Congress created the compassionate release program, recognizing that changed circumstances in a prisoner’s life or condition can make continued imprisonment senseless and inhumane. To address these situations, Congress gave federal courts authority to grant early release – commonly referred to as “compassionate release” – for “extraordinary and compelling” reasons such as imminent death or serious incapacitation. But they cannot do so absent a motion by the Bureau of Prisons, which rarely brings compassionate release cases to the courts. In its joint report, Human Rights Watch and FAMM found that, since 1992, the BOP has averaged merely two dozen compassionate release requests annually to the courts, out of a prison population that now exceeds 218,000.
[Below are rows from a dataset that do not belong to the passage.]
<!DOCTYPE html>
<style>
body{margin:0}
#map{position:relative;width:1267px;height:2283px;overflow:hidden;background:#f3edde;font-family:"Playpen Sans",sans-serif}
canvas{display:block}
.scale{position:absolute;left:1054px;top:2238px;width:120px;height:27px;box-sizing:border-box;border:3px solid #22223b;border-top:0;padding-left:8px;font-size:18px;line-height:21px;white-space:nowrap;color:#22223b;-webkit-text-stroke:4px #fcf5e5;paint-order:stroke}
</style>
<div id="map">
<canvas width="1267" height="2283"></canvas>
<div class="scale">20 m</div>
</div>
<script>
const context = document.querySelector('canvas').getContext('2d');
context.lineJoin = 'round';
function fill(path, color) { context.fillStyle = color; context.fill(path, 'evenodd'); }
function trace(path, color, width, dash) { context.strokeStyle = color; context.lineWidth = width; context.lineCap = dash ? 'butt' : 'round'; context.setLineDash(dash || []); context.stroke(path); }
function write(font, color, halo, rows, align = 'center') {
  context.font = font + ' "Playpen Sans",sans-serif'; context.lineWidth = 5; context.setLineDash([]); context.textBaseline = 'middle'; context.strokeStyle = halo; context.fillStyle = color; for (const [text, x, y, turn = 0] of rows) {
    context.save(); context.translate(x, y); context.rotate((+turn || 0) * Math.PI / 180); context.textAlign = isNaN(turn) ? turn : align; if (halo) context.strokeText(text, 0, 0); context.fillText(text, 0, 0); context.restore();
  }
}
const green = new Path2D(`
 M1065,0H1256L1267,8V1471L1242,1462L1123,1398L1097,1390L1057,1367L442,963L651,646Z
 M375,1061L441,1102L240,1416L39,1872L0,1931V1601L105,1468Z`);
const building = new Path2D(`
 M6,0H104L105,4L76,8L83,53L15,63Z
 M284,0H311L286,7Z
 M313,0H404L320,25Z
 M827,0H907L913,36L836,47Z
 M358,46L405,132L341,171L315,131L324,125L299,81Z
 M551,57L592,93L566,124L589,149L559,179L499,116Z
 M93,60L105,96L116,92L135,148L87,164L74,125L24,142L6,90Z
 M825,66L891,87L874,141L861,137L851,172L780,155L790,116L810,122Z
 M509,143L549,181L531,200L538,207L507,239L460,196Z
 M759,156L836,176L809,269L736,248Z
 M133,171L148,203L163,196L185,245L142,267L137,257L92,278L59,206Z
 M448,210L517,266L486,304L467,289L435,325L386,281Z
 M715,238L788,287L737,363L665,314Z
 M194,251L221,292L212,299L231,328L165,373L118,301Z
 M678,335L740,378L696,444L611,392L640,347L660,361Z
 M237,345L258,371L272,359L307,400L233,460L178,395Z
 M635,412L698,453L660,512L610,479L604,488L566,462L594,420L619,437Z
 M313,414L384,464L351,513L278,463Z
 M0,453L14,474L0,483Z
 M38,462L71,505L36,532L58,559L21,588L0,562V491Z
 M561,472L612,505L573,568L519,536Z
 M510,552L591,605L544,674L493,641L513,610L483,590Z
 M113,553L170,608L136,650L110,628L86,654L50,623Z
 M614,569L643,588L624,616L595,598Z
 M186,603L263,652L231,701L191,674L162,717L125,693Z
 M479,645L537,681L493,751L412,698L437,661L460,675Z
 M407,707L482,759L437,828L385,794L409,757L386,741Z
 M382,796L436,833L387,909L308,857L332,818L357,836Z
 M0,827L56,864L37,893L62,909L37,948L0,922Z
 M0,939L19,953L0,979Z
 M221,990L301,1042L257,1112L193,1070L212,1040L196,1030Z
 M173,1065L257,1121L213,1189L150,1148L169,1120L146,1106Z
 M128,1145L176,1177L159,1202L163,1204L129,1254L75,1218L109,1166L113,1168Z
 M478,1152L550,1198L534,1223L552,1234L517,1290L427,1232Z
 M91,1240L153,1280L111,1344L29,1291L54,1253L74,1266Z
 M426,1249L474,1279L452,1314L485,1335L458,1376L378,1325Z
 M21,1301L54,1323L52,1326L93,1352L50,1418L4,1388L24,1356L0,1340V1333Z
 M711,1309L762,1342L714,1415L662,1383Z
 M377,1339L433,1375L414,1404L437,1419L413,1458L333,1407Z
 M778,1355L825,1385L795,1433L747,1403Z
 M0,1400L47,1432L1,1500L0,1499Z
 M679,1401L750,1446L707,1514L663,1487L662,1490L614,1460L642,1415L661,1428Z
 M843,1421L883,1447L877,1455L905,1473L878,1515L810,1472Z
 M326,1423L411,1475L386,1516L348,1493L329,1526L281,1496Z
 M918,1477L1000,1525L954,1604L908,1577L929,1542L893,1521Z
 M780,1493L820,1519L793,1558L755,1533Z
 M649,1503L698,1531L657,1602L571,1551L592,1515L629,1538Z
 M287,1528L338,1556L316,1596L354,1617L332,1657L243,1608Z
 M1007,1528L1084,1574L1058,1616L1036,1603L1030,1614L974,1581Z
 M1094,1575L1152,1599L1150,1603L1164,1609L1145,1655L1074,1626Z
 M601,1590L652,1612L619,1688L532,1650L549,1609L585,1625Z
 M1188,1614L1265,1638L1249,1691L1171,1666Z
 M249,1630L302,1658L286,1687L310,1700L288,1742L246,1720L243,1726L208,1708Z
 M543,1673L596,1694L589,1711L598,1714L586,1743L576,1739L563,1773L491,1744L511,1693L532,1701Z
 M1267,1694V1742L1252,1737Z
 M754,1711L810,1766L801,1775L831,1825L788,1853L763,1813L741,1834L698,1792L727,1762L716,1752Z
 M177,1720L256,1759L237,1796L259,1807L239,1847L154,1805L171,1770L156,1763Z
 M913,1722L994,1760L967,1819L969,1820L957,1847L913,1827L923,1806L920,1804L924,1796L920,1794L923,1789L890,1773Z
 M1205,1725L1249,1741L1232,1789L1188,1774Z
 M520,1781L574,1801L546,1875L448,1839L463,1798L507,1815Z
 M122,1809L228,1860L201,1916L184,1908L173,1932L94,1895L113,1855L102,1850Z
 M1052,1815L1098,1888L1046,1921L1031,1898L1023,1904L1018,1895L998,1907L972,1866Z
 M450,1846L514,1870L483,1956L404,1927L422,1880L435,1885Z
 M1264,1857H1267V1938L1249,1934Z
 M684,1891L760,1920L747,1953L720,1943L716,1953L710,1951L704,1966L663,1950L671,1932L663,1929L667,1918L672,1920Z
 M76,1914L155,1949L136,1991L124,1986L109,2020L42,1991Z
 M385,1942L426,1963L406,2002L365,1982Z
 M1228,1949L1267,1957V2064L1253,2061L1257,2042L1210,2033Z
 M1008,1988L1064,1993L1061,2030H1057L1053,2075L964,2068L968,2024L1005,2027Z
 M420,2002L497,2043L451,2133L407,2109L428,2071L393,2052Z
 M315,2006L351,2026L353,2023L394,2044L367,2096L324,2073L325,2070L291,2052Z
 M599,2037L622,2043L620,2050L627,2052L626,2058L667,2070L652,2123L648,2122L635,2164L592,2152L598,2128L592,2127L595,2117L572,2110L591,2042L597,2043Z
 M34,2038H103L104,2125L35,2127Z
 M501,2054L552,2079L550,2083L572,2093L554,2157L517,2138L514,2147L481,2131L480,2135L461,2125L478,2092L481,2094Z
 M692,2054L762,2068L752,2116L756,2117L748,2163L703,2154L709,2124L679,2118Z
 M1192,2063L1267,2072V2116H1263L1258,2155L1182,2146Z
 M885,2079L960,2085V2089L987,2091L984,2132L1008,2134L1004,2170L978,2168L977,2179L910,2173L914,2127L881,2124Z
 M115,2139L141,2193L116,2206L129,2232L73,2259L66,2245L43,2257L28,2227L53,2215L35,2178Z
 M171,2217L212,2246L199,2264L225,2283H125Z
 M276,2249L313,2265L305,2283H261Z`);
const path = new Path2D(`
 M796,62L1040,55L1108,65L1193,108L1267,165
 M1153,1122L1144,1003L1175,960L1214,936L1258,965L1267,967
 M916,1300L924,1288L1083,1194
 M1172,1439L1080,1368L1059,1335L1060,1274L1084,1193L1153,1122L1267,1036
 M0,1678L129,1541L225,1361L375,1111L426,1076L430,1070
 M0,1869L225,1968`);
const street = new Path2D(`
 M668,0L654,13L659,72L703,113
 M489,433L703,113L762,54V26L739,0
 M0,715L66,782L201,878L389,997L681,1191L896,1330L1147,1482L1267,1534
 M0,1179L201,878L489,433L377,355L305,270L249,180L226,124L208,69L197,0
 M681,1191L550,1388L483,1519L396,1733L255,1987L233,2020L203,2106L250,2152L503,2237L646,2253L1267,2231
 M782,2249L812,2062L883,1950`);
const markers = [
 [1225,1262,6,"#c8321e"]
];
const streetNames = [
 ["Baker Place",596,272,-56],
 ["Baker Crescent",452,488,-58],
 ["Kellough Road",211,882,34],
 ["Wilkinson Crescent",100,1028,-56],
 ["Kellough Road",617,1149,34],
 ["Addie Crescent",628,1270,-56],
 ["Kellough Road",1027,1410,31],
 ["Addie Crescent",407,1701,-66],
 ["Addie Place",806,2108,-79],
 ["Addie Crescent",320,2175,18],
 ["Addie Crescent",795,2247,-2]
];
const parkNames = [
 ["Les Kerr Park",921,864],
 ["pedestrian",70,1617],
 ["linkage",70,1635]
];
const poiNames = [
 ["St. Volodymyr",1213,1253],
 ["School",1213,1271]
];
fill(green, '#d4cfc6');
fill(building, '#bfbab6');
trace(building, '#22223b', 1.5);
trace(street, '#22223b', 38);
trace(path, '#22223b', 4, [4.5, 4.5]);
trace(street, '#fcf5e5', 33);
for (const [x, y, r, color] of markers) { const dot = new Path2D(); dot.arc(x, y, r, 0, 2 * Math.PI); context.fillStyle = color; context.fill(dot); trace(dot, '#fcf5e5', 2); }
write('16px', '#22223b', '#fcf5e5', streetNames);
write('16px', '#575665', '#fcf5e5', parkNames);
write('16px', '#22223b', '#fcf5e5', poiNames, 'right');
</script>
“The OIG report details how the BOP has given short shrift to Congress’s goal of providing prisoners a meaningful shot at compassionate release,” said Jamie Fellner. “Not only are prisoners’ rights being violated, but the BOP has failed to make use of a program that the OIG has said can both save money and shrink the prison population – goals that are particularly important given that the federal prison system is dangerously overcrowded and financially unsustainable.” The OIG report released today supports Human Rights Watch-FAMM findings that compassionate release is not being utilized as Congress intended and is being mismanaged. The OIG specified major problems with BOP’s management:
1) The BOP does not have clear standards and has failed to provide adequate guidance to staff regarding the medical and non¬medical criteria for compassionate release consideration;
2) The BOP has no formal timeliness standards for reviewing compassionate release requests, and timeliness standards for inmate appeals of adverse decisions do not consider the special circumstances underlying medical compassionate release requests;
3) The BOP does not have effective procedures to inform prisoners about the compassionate release program; and
4) The BOP does not have a system to track compassionate release requests, the timeliness of the review process, or whether decisions made by institution and Regional Office staff are consistent with each other or with BOP policy.
5) While compassionate release saves money and reduces prison populations, the BOP does not keep track of cost savings that are or could be realized.
The OIG recommendations include expanding the use of compassionate release, publishing consistent guidelines, tracking costs of incarcerating dying and incapacitated prisoners, and establishing timeframes for reviewing requests.
“We must do better than this,” Price said. “In the coming weeks and months, we are going to push Congress and the BOP to fix this program. We need to restore a measure of compassion to the compassionate release program.”